ASSIGNMENT: Return every line of the data that contains the string "龙岭西路".

Stored data:

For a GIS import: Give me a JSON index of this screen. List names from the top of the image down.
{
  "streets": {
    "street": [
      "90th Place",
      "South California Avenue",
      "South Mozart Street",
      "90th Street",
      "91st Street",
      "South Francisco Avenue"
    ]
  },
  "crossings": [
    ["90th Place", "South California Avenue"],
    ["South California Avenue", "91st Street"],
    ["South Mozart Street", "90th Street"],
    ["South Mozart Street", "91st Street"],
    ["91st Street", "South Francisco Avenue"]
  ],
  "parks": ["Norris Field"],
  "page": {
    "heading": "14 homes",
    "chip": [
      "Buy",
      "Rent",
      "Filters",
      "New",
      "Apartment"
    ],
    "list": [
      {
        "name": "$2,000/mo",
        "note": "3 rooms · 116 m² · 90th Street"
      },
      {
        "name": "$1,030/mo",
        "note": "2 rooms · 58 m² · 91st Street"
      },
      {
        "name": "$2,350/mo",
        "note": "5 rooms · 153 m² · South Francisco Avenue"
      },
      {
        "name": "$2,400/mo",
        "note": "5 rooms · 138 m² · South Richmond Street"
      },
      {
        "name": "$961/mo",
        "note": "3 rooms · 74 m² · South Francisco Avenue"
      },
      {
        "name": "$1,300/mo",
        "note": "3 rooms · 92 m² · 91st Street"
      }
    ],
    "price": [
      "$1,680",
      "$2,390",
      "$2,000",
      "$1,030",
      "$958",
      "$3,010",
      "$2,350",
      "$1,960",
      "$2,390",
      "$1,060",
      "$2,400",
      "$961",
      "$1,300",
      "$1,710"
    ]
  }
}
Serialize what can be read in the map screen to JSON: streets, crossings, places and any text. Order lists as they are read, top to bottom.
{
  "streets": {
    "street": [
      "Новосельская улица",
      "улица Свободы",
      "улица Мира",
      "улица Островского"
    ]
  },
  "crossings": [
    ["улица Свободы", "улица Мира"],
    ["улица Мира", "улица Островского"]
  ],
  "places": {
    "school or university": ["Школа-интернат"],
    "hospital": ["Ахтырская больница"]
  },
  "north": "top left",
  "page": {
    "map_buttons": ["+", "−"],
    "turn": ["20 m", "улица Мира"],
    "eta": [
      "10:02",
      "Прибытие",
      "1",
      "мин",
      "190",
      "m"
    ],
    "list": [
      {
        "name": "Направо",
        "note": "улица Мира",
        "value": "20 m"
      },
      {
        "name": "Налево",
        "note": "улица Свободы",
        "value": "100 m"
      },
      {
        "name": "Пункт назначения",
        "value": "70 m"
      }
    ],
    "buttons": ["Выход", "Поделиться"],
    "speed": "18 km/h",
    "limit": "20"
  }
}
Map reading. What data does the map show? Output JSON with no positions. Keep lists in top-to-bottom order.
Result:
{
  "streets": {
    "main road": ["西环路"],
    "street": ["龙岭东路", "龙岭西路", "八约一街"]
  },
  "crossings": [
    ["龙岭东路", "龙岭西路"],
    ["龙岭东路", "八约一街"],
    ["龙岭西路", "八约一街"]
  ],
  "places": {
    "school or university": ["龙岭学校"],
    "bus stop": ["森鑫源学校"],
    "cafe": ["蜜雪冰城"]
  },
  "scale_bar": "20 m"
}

EXPECTED ANSWER:
    "street": ["龙岭东路", "龙岭西路", "八约一街"]
    ["龙岭东路", "龙岭西路"],
    ["龙岭西路", "八约一街"]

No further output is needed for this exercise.